Problem: Reproduce the records. Keep every word exact and include no images.

Stored data entries:
BEGIN

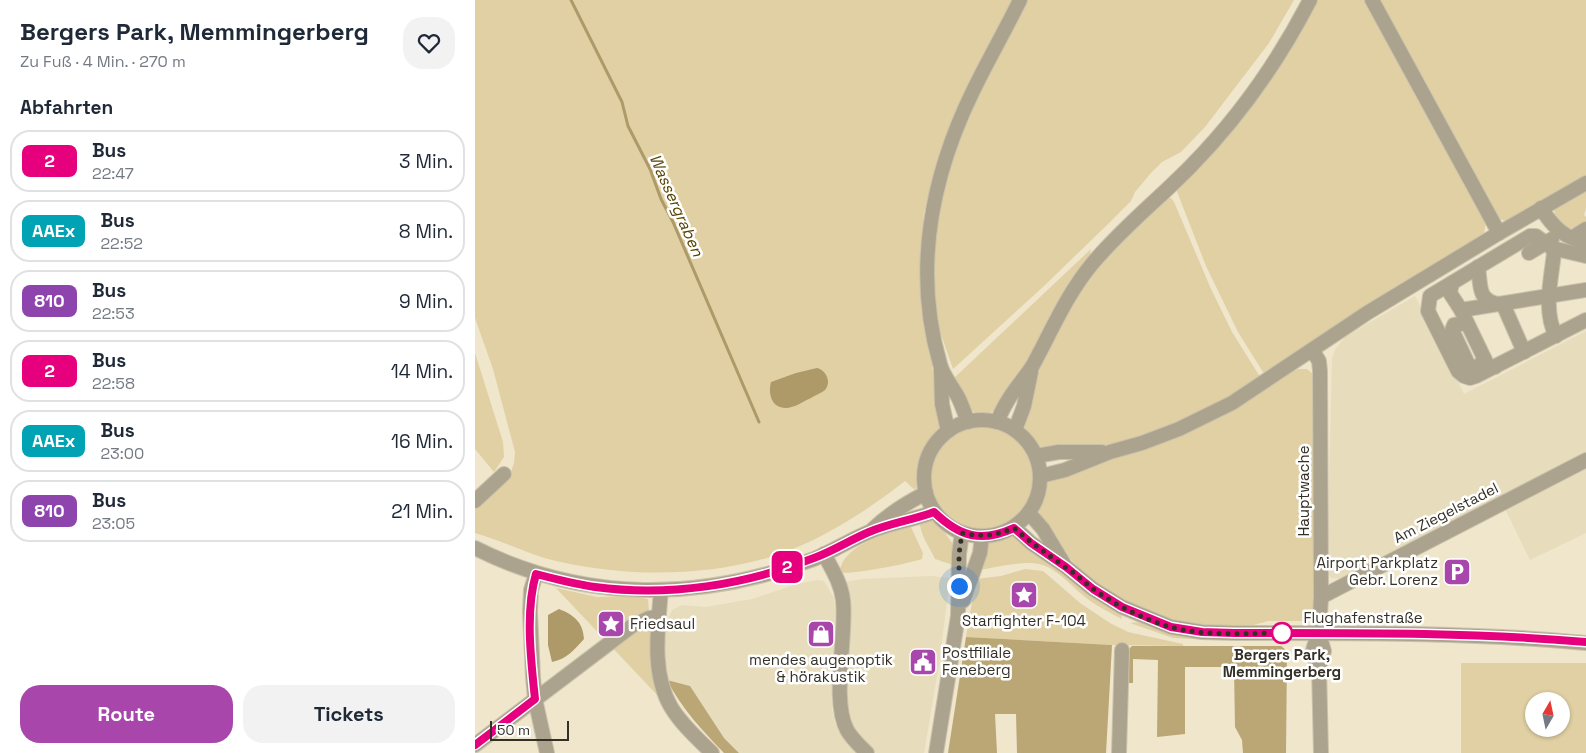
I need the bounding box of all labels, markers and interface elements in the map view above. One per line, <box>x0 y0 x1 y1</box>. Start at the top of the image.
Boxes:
text: Bergers Park, Memmingerberg <box>20 16 369 47</box>
button: heart <box>403 17 455 69</box>
text: Zu Fuß · 4 Min. · 270 m <box>20 51 186 72</box>
text: Abfahrten <box>20 95 113 120</box>
text: Bus <box>92 138 126 163</box>
text: 2 <box>44 149 55 172</box>
text: 3 Min. <box>399 149 453 174</box>
water label: Wassergraben <box>645 151 709 261</box>
text: 22:47 <box>92 163 134 184</box>
text: Bus <box>100 208 135 233</box>
text: AAEx <box>32 219 75 242</box>
text: 8 Min. <box>399 219 453 244</box>
text: 22:52 <box>100 233 143 254</box>
text: Bus <box>92 278 126 303</box>
text: 810 <box>34 289 65 312</box>
text: 9 Min. <box>399 289 453 314</box>
text: 22:53 <box>92 303 135 324</box>
text: Bus <box>92 348 126 373</box>
text: 2 <box>44 359 55 382</box>
text: 14 Min. <box>391 359 453 384</box>
text: 22:58 <box>92 373 135 394</box>
text: Bus <box>100 418 135 443</box>
text: AAEx <box>32 429 75 452</box>
text: 16 Min. <box>391 429 453 454</box>
text: 23:00 <box>100 443 144 464</box>
street label: Hauptwache <box>1294 445 1313 537</box>
street label: Am Ziegelstadel <box>1390 478 1501 547</box>
text: Bus <box>92 488 126 513</box>
text: 810 <box>34 499 65 522</box>
text: 21 Min. <box>391 499 453 524</box>
text: 23:05 <box>92 513 135 534</box>
line badge: 2 <box>771 551 803 583</box>
place label: Airport Parkplatz Gebr. Lorenz <box>1316 553 1438 589</box>
text: 2 <box>782 555 792 578</box>
parking icon: Airport Parkplatz Gebr. Lorenz <box>1442 557 1472 587</box>
your location <box>947 574 972 599</box>
place icon: Starfighter F-104 <box>1009 580 1039 610</box>
street label: Flughafenstraße <box>1303 608 1423 627</box>
place icon: Friedsaul <box>596 609 626 639</box>
place label: Starfighter F-104 <box>962 611 1086 630</box>
place label: Friedsaul <box>630 614 695 633</box>
shop icon: mendes augenoptik & hörakustik <box>806 619 836 649</box>
marker: Bergers Park, Memmingerberg <box>1271 622 1293 644</box>
place label: Postfiliale Feneberg <box>942 643 1011 679</box>
place label: Bergers Park, Memmingerberg <box>1223 645 1341 681</box>
public building icon: Postfiliale Feneberg <box>908 647 938 677</box>
place label: mendes augenoptik & hörakustik <box>749 650 893 686</box>
button: Route <box>20 685 233 743</box>
button: Tickets <box>243 685 455 743</box>
north arrow <box>1525 692 1570 738</box>
map controls <box>1525 692 1570 737</box>
scale bar <box>490 718 569 741</box>
text: 50 m <box>497 721 530 739</box>

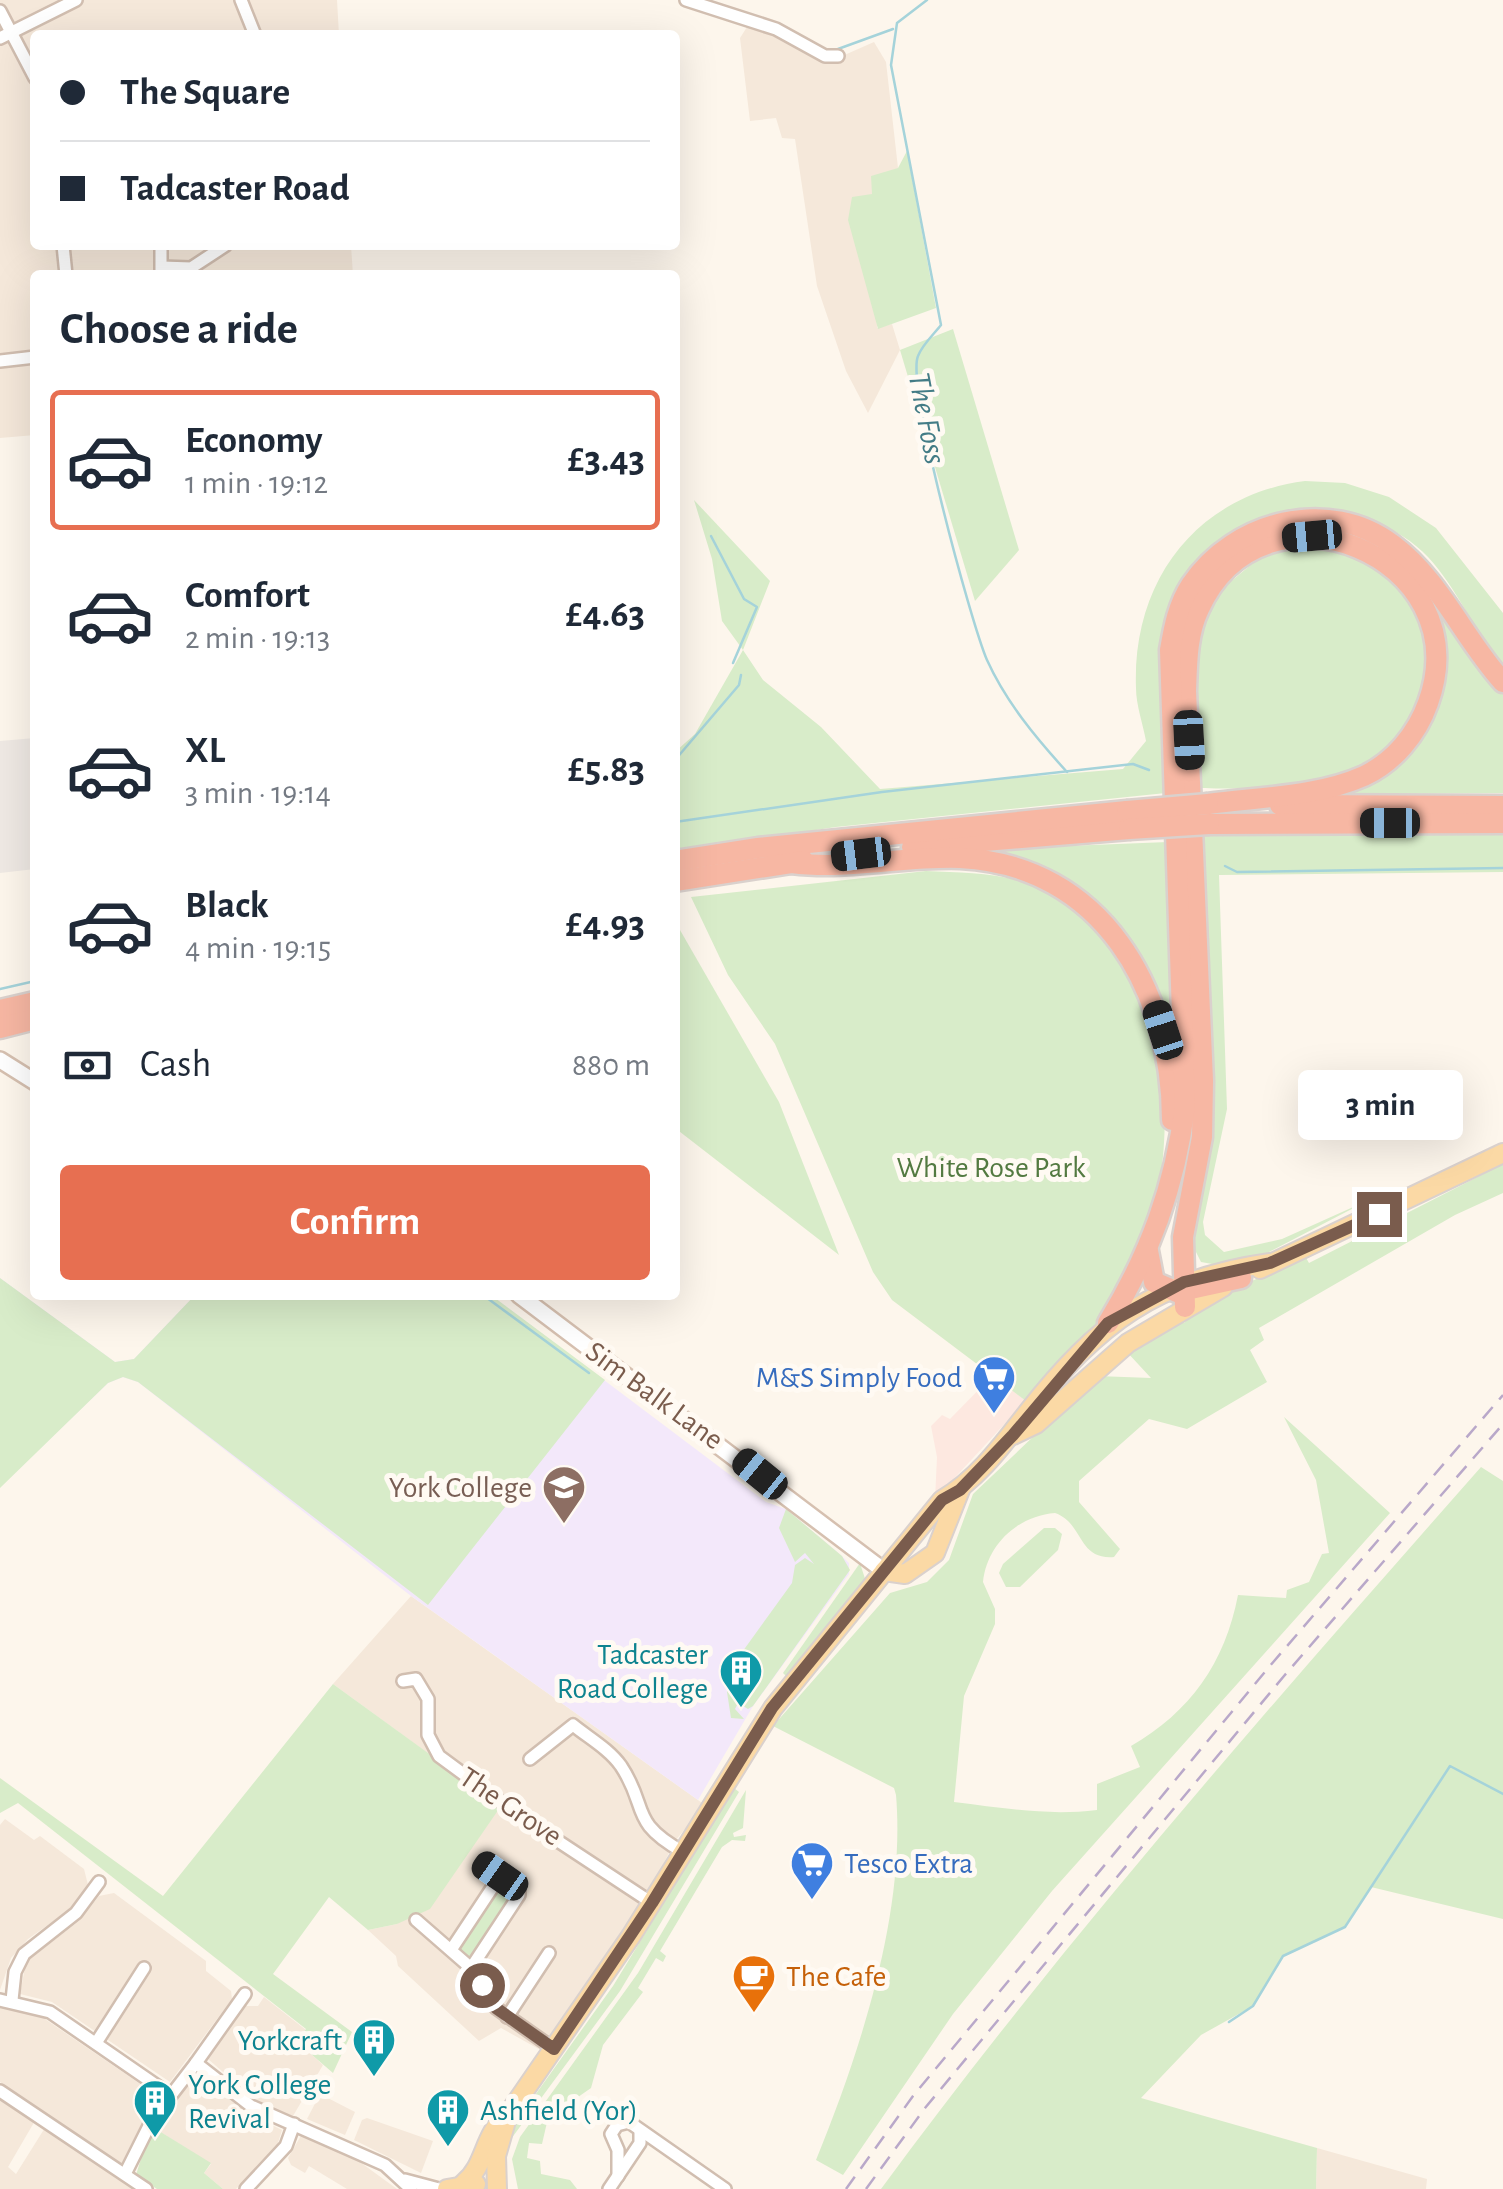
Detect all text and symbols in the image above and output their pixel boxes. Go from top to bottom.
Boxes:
text: The Square [120,74,290,112]
text: Tadcaster Road [120,170,350,208]
text: Choose a ride [60,307,298,352]
water label: The Foss [903,370,952,467]
icon: car [65,415,155,505]
text: Economy [185,422,323,460]
text: £3.43 [567,441,645,479]
text: 1 min · 19:12 [185,467,328,499]
car [1281,518,1343,554]
icon: car [65,570,155,660]
text: Comfort [185,577,310,615]
text: £4.63 [566,596,645,634]
text: 2 min · 19:13 [185,622,330,654]
car [1172,709,1206,771]
icon: car [65,725,155,815]
text: XL [185,732,225,770]
text: £5.83 [568,751,645,789]
text: 3 min · 19:14 [185,777,331,809]
car [1360,808,1420,838]
car [829,835,893,873]
icon: car [65,880,155,970]
text: Black [185,887,269,925]
text: £4.93 [566,906,645,944]
text: 4 min · 19:15 [185,932,331,964]
car [1139,997,1187,1063]
icon: cash [60,1038,115,1093]
text: Cash [140,1046,211,1084]
text: 880 m [572,1049,650,1081]
callout: 3 min [1296,1069,1462,1139]
text: 3 min [1346,1089,1415,1121]
park label: White Rose Park [896,1153,1086,1183]
button: Confirm [60,1165,650,1280]
route end [1357,1192,1402,1237]
street label: Sim Balk Lane [580,1336,729,1455]
supermarket icon: M&S Simply Food [971,1354,1017,1415]
place label: M&S Simply Food [756,1363,962,1393]
car [727,1443,793,1505]
school or university icon: York College [541,1464,587,1525]
place label: York College [389,1473,532,1503]
place label: Tadcaster Road College [557,1640,708,1704]
building icon: Tadcaster Road College [718,1648,764,1709]
street label: The Grove [454,1762,567,1852]
supermarket icon: Tesco Extra [789,1840,835,1901]
car [467,1847,533,1905]
place label: Tesco Extra [844,1849,973,1879]
cafe icon: The Cafe [731,1953,777,2014]
place label: The Cafe [786,1962,886,1992]
route start [460,1963,505,2008]
building icon: Yorkcraft [351,2017,397,2078]
place label: Yorkcraft [238,2026,342,2056]
place label: York College Revival [188,2070,331,2134]
building icon: York College Revival [132,2078,178,2139]
building icon: Ashfield (Yor) [425,2087,471,2148]
place label: Ashfield (Yor) [480,2096,638,2126]

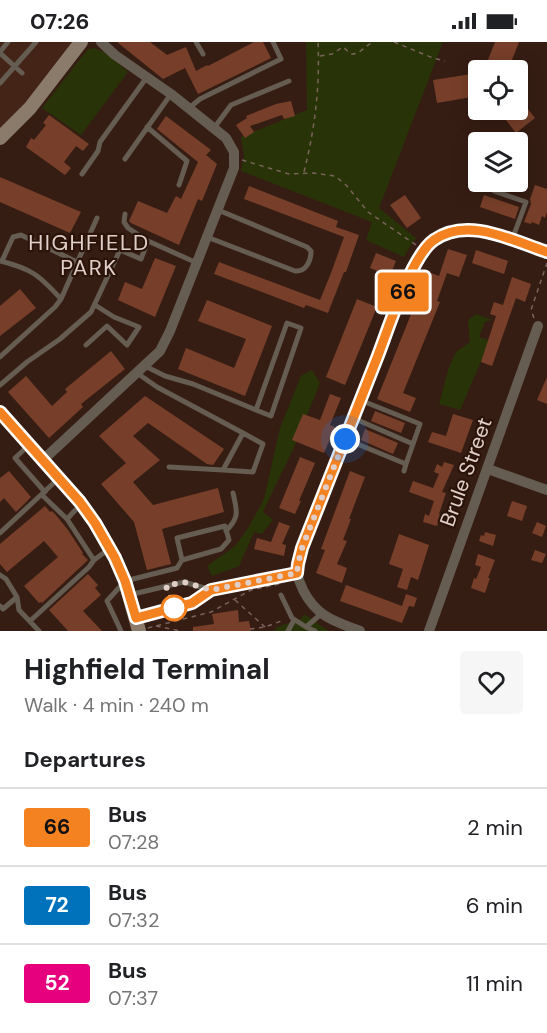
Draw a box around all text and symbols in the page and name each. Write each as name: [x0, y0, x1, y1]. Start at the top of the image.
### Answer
text: 07:26: [30, 7, 89, 36]
map controls: [468, 60, 528, 192]
button: locate: [468, 60, 528, 120]
button: layers: [468, 132, 528, 192]
district label: HIGHFIELD PARK: [28, 228, 150, 282]
line badge: 66: [376, 272, 430, 312]
text: 66: [390, 278, 416, 306]
street label: Brule Street: [433, 414, 499, 530]
your location: [330, 424, 360, 454]
unlabelled marker: [161, 595, 187, 621]
text: Highfield Terminal: [24, 651, 270, 688]
button: heart: [460, 651, 523, 714]
text: Walk · 4 min · 240 m: [24, 692, 209, 718]
text: Departures: [24, 745, 146, 774]
text: Bus: [108, 800, 147, 829]
text: 66: [44, 813, 70, 841]
text: 2 min: [467, 813, 523, 842]
text: 07:28: [108, 829, 159, 855]
text: Bus: [108, 878, 147, 907]
text: 72: [45, 891, 69, 919]
text: 6 min: [466, 891, 523, 920]
text: 07:32: [108, 907, 159, 933]
text: Bus: [108, 956, 147, 985]
text: 52: [44, 969, 70, 997]
text: 11 min: [466, 969, 523, 998]
text: 07:37: [108, 985, 158, 1011]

END

Written response:
I need the bounding box of all labels, markers and interface elements in the map view above. One per line, <box>x0 y0 x1 y1</box>. Start at the top of the image.
Boxes:
text: Bergers Park, Memmingerberg <box>20 16 369 47</box>
button: heart <box>403 17 455 69</box>
text: Zu Fuß · 4 Min. · 270 m <box>20 51 186 72</box>
text: Abfahrten <box>20 95 113 120</box>
text: Bus <box>92 138 126 163</box>
text: 2 <box>44 149 55 172</box>
text: 3 Min. <box>399 149 453 174</box>
water label: Wassergraben <box>645 151 709 261</box>
text: 22:47 <box>92 163 134 184</box>
text: Bus <box>100 208 135 233</box>
text: AAEx <box>32 219 75 242</box>
text: 8 Min. <box>399 219 453 244</box>
text: 22:52 <box>100 233 143 254</box>
text: Bus <box>92 278 126 303</box>
text: 810 <box>34 289 65 312</box>
text: 9 Min. <box>399 289 453 314</box>
text: 22:53 <box>92 303 135 324</box>
text: Bus <box>92 348 126 373</box>
text: 2 <box>44 359 55 382</box>
text: 14 Min. <box>391 359 453 384</box>
text: 22:58 <box>92 373 135 394</box>
text: Bus <box>100 418 135 443</box>
text: AAEx <box>32 429 75 452</box>
text: 16 Min. <box>391 429 453 454</box>
text: 23:00 <box>100 443 144 464</box>
street label: Hauptwache <box>1294 445 1313 537</box>
street label: Am Ziegelstadel <box>1390 478 1501 547</box>
text: Bus <box>92 488 126 513</box>
text: 810 <box>34 499 65 522</box>
text: 21 Min. <box>391 499 453 524</box>
text: 23:05 <box>92 513 135 534</box>
line badge: 2 <box>771 551 803 583</box>
place label: Airport Parkplatz Gebr. Lorenz <box>1316 553 1438 589</box>
text: 2 <box>782 555 792 578</box>
parking icon: Airport Parkplatz Gebr. Lorenz <box>1442 557 1472 587</box>
your location <box>947 574 972 599</box>
place icon: Starfighter F-104 <box>1009 580 1039 610</box>
street label: Flughafenstraße <box>1303 608 1423 627</box>
place icon: Friedsaul <box>596 609 626 639</box>
place label: Starfighter F-104 <box>962 611 1086 630</box>
place label: Friedsaul <box>630 614 695 633</box>
shop icon: mendes augenoptik & hörakustik <box>806 619 836 649</box>
marker: Bergers Park, Memmingerberg <box>1271 622 1293 644</box>
place label: Postfiliale Feneberg <box>942 643 1011 679</box>
place label: Bergers Park, Memmingerberg <box>1223 645 1341 681</box>
public building icon: Postfiliale Feneberg <box>908 647 938 677</box>
place label: mendes augenoptik & hörakustik <box>749 650 893 686</box>
button: Route <box>20 685 233 743</box>
button: Tickets <box>243 685 455 743</box>
north arrow <box>1525 692 1570 738</box>
map controls <box>1525 692 1570 737</box>
scale bar <box>490 718 569 741</box>
text: 50 m <box>497 721 530 739</box>

Detect all text and symbols in the image above and output their pixel boxes. Go from top to bottom.
Boxes:
text: The Square [120,74,290,112]
text: Tadcaster Road [120,170,350,208]
text: Choose a ride [60,307,298,352]
water label: The Foss [903,370,952,467]
icon: car [65,415,155,505]
text: Economy [185,422,323,460]
text: £3.43 [567,441,645,479]
text: 1 min · 19:12 [185,467,328,499]
car [1281,518,1343,554]
icon: car [65,570,155,660]
text: Comfort [185,577,310,615]
text: £4.63 [566,596,645,634]
text: 2 min · 19:13 [185,622,330,654]
car [1172,709,1206,771]
icon: car [65,725,155,815]
text: XL [185,732,225,770]
text: £5.83 [568,751,645,789]
text: 3 min · 19:14 [185,777,331,809]
car [1360,808,1420,838]
car [829,835,893,873]
icon: car [65,880,155,970]
text: Black [185,887,269,925]
text: £4.93 [566,906,645,944]
text: 4 min · 19:15 [185,932,331,964]
car [1139,997,1187,1063]
icon: cash [60,1038,115,1093]
text: Cash [140,1046,211,1084]
text: 880 m [572,1049,650,1081]
callout: 3 min [1296,1069,1462,1139]
text: 3 min [1346,1089,1415,1121]
park label: White Rose Park [896,1153,1086,1183]
button: Confirm [60,1165,650,1280]
route end [1357,1192,1402,1237]
street label: Sim Balk Lane [580,1336,729,1455]
supermarket icon: M&S Simply Food [971,1354,1017,1415]
place label: M&S Simply Food [756,1363,962,1393]
car [727,1443,793,1505]
school or university icon: York College [541,1464,587,1525]
place label: York College [389,1473,532,1503]
place label: Tadcaster Road College [557,1640,708,1704]
building icon: Tadcaster Road College [718,1648,764,1709]
street label: The Grove [454,1762,567,1852]
supermarket icon: Tesco Extra [789,1840,835,1901]
car [467,1847,533,1905]
place label: Tesco Extra [844,1849,973,1879]
cafe icon: The Cafe [731,1953,777,2014]
place label: The Cafe [786,1962,886,1992]
route start [460,1963,505,2008]
building icon: Yorkcraft [351,2017,397,2078]
place label: Yorkcraft [238,2026,342,2056]
place label: York College Revival [188,2070,331,2134]
building icon: York College Revival [132,2078,178,2139]
building icon: Ashfield (Yor) [425,2087,471,2148]
place label: Ashfield (Yor) [480,2096,638,2126]

Draw a box around all text and symbols in the page and name each. Write each as name: [x0, y0, x1, y1]. Start at the top of the image.
### Answer
text: 07:26: [30, 7, 89, 36]
map controls: [468, 60, 528, 192]
button: locate: [468, 60, 528, 120]
button: layers: [468, 132, 528, 192]
district label: HIGHFIELD PARK: [28, 228, 150, 282]
line badge: 66: [376, 272, 430, 312]
text: 66: [390, 278, 416, 306]
street label: Brule Street: [433, 414, 499, 530]
your location: [330, 424, 360, 454]
unlabelled marker: [161, 595, 187, 621]
text: Highfield Terminal: [24, 651, 270, 688]
button: heart: [460, 651, 523, 714]
text: Walk · 4 min · 240 m: [24, 692, 209, 718]
text: Departures: [24, 745, 146, 774]
text: Bus: [108, 800, 147, 829]
text: 66: [44, 813, 70, 841]
text: 2 min: [467, 813, 523, 842]
text: 07:28: [108, 829, 159, 855]
text: Bus: [108, 878, 147, 907]
text: 72: [45, 891, 69, 919]
text: 6 min: [466, 891, 523, 920]
text: 07:32: [108, 907, 159, 933]
text: Bus: [108, 956, 147, 985]
text: 52: [44, 969, 70, 997]
text: 11 min: [466, 969, 523, 998]
text: 07:37: [108, 985, 158, 1011]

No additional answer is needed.